Un micro-trottoir réalisé à Libreville avant le coup d’État du CTRI révèle le ras-le-bol des Gabonais face à l’incompétence criante d’un grand nombre de dirigeants du pays durant les années Bongo. Entre ministres incapables de s’exprimer correctement et hauts fonctionnaires promus par piston, le Gabon était devenu une «kakistocratie», un système dans lequel les postes à responsabilité étaient trustés par les citoyens les moins compétents. La médiocrité érigée en norme, au détriment de l’intérêt général. Petit rappel pour que la transition à la gabonaise n’y retourne.

© GabonReview

 

Rapide micro-trottoir réalisé au carrefour de l’Ancienne-Sobraga à Libreville quelques semaines avant le «Coup de liberté»  du CTRI. Etudiants et enseignants de l’UOB, travailleurs de la zone et quidams divers… une vingtaine de personnes avaient bien voulu se prêter au jeu et répondre à une question : «Quel est la personnalité ou le ministre dont la présence au gouvernement ou la haute administration vous étonne, et pourquoi ?». Réponse la plus cinglante : «Aucun membre du gouvernement et très peu de boss de l’administration publique ne sont à la hauteur. Fait sur des bases qui ne tiennent pas en compte la compétence ou les états de service, le casting a toujours été mauvais», avait grommelé un militant de Pour le changement (PLC), le parti politique de l’opposition cornaqué par Elza-Ritchuelle Boukandou.

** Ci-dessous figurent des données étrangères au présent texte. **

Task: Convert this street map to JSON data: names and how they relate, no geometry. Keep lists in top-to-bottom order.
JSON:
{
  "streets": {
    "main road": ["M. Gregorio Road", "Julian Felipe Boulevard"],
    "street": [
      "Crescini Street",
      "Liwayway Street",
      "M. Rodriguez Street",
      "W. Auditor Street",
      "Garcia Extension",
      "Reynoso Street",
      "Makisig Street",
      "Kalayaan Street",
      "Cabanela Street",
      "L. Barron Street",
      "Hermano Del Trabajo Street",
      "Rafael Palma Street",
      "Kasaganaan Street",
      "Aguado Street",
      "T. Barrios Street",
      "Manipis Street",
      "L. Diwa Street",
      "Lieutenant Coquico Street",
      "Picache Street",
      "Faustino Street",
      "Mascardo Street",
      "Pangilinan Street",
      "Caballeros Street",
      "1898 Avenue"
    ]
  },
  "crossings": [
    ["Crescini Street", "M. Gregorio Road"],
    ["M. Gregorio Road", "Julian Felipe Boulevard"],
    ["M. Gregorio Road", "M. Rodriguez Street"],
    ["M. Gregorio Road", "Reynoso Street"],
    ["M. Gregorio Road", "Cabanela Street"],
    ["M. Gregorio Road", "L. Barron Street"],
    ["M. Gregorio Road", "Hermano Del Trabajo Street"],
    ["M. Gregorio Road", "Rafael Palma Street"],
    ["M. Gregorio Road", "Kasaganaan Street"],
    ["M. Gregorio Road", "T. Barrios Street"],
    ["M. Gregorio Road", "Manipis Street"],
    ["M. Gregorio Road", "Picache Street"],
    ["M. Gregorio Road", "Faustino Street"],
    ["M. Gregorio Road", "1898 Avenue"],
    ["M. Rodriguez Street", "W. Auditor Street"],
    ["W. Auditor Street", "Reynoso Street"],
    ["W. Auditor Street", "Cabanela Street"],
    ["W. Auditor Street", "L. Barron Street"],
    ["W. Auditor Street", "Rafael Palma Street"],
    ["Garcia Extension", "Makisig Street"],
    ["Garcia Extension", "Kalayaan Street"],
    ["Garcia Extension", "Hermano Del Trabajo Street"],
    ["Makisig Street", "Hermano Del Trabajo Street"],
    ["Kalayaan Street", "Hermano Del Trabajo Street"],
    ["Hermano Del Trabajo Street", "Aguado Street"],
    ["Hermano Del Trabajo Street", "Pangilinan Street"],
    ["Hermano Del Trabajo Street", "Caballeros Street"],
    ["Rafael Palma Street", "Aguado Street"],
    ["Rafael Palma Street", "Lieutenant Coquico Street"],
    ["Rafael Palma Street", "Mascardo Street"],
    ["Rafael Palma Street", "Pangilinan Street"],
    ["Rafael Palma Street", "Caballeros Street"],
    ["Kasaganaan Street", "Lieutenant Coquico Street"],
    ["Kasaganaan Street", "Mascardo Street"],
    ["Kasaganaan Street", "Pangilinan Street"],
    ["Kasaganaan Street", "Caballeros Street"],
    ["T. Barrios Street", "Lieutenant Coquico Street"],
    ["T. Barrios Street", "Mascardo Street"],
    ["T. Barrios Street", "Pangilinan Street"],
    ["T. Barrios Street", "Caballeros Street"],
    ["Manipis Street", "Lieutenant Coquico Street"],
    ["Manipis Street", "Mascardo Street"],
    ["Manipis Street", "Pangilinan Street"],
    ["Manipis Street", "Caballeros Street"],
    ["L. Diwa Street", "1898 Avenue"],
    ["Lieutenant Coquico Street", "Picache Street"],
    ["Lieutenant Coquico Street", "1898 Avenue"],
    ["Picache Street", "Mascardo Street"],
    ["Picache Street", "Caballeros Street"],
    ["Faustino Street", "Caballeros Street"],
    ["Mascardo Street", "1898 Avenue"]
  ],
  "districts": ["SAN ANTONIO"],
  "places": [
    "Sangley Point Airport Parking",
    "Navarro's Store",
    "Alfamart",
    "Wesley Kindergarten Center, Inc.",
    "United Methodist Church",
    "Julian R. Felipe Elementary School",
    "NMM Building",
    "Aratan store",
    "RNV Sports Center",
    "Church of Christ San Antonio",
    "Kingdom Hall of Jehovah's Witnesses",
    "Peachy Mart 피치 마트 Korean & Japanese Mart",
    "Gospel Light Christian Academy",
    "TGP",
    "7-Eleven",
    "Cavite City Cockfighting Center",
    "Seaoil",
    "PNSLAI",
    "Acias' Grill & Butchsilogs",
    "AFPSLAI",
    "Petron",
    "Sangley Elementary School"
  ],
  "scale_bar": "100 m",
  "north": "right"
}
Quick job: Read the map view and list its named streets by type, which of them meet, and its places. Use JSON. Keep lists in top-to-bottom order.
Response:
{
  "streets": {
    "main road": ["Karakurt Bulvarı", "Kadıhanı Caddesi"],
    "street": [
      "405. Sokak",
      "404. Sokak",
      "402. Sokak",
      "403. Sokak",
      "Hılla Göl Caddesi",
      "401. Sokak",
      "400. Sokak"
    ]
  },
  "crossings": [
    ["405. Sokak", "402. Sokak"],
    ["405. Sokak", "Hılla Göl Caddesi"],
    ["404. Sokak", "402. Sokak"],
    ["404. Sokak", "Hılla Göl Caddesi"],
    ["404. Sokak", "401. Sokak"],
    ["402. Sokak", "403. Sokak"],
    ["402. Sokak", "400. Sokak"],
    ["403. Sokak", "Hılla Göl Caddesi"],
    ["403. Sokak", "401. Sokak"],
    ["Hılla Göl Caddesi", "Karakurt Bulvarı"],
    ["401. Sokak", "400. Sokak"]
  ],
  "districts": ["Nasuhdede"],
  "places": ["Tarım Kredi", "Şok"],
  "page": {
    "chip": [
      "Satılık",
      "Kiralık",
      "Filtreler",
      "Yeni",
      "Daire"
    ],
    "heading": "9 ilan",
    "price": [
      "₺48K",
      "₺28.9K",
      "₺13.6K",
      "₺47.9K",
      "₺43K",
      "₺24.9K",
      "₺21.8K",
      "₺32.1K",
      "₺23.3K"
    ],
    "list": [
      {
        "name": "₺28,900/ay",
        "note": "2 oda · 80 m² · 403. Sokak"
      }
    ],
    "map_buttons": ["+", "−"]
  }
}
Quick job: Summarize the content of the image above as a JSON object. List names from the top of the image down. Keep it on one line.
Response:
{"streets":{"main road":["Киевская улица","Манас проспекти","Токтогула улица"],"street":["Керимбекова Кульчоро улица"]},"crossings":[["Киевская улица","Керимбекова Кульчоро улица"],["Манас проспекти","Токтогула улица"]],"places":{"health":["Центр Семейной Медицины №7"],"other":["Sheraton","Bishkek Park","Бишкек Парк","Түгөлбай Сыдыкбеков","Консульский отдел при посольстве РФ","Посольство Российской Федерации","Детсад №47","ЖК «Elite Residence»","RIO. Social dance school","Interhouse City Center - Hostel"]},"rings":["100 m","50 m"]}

L’éloquence, révélateur de compétence ?

«Ce qui se conçoit bien s’énonce clairement. Et les mots pour le dire arrivent aisément». Rapporté à l’élocution d’un bon nombre de dirigeants gabonais, cette citation de Nicolas Boileau pourrait faire croire que certains ministres ne maitrisaient pas leurs dossiers ou leur domaine de responsabilité. Nombreuses parmi les personnes interrogées indiquant, en effet, que Vincent de Paul Massassa Massassa, Pascal Houangni Ambouroue, Félicité Ongouori Ngoubili, Christine Mba Ndutume ou Jeanne Mbagou, à titre d’exemple, ne savaient pas parler ou s’exprimaient fort mal. Ce qui qui serait symptomatique d’énormes manquements. Sébastien Bohler, docteur en neurosciences et rédacteur en chef du magazine Cerveau & Psycho ne soutient-il pas que «la vitesse de la parole est le seul facteur qui apparait lié à l’intelligence. Un débit important indique une personnalité qui n’hésite pas, compétente et dotée d’un cerveau qui va vite» ? Dans cette hypothèse, la faconde d’Alain-Claude Billie-By-Nze serait une preuve de son intelligence.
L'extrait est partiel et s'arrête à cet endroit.